When Anton O’Neill returns home after five years at sea, he finds that 1970’s Ireland is a radically different place to the one he left behind. Northern Ireland is in flames, and civil unrest has spilled south of the border to his beloved home in County Cavan. Blinded by hatred and misguided patriotism, Anton is led into an illicit world of violence and is forced to choose between his family and his country. Hunted and on the run, he is drawn into a battle of wills with the law and his former accomplices, ending in a showdown in which he must risk everything to protect the woman he loves.
Graham Cantwell’s debut feature film Anton was nominated for 3 IFTAs at the Irish Film and Television Academy Awards in 2010. The film was picked up for distribution at the Cannes Film Festival and has sold to over 40 territories worldwide. It had a three week domestic theatrical release and hit the Top 10 in DVD sales charts at Christmas on its release in Ireland.

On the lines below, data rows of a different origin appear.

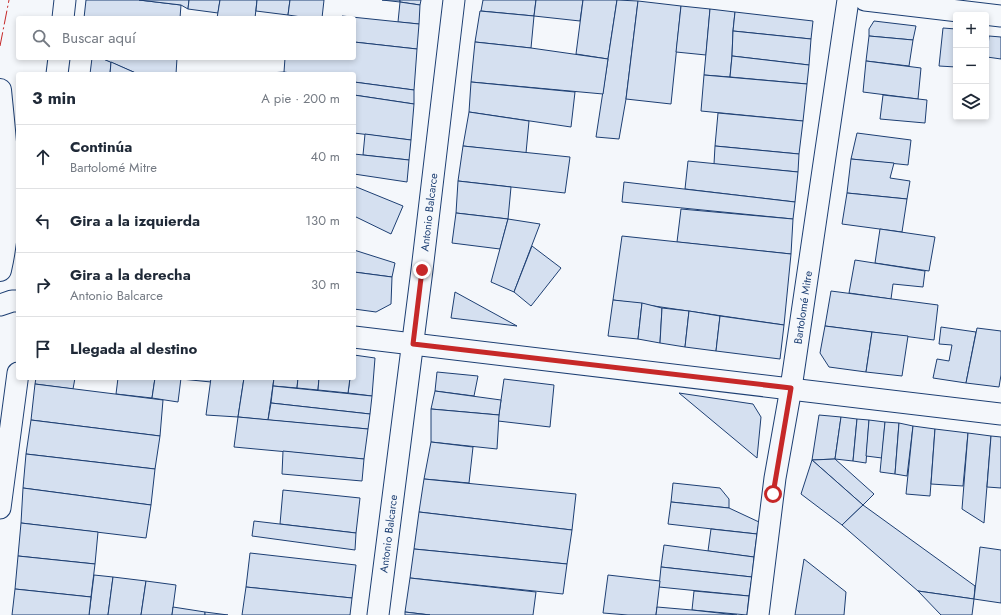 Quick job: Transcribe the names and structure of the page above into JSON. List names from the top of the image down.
{
  "streets": {
    "street": ["Antonio Balcarce", "Bartolomé Mitre"]
  },
  "page": {
    "map_buttons": ["+", "−"],
    "search": "Buscar aquí",
    "heading": ["3 min", "A pie · 200 m"],
    "list": [
      ["Continúa", "Bartolomé Mitre", "40 m"],
      ["Gira a la izquierda", "130 m"],
      ["Gira a la derecha", "Antonio Balcarce", "30 m"],
      "Llegada al destino"
    ]
  }
}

Beautifully directed by Graham Cantwell. Impressive cinematography and a heartbreaking score.
– The Dubliner
A very accomplished first feature, powerful, smart and impressive, beautifully shot.
A confident debut feature, commendably unpredictable. Captures a festering atmosphere of bigotry and misguided patriotism.
– The Irish Times
The film’s period setting is impeccable, from the flared trousers to the grainy cinematography, while the performances are stand-out. In its swooping, scenic shots, action scenes and use of soundtrack Anton reveals true talent in the form of director Graham Cantwell.
Well paced and moodily shot, believably recreates the paranoid atmosphere of the borders in the 1970s. One of the better troubles films to date.
– The Independant
A powerful thriller made with originality and gusto. A sterling cast.
– Irish Examiner
A call to arms to the indigenous Irish film industry. Vivid cinematography and strong performances make for a compelling drama.
– TV Now
An impressive debut with stirring performances.
– The Sunday Times
Director Graham Cantwell rarely lets the tension ease, building the drama to a fine and satisfying conclusion.
– Boston Irish Film Festival
A slick and pacy thriller.
A slick, gripping and thought-provoking thriller, sure to inspire Irish film-makers for years to come.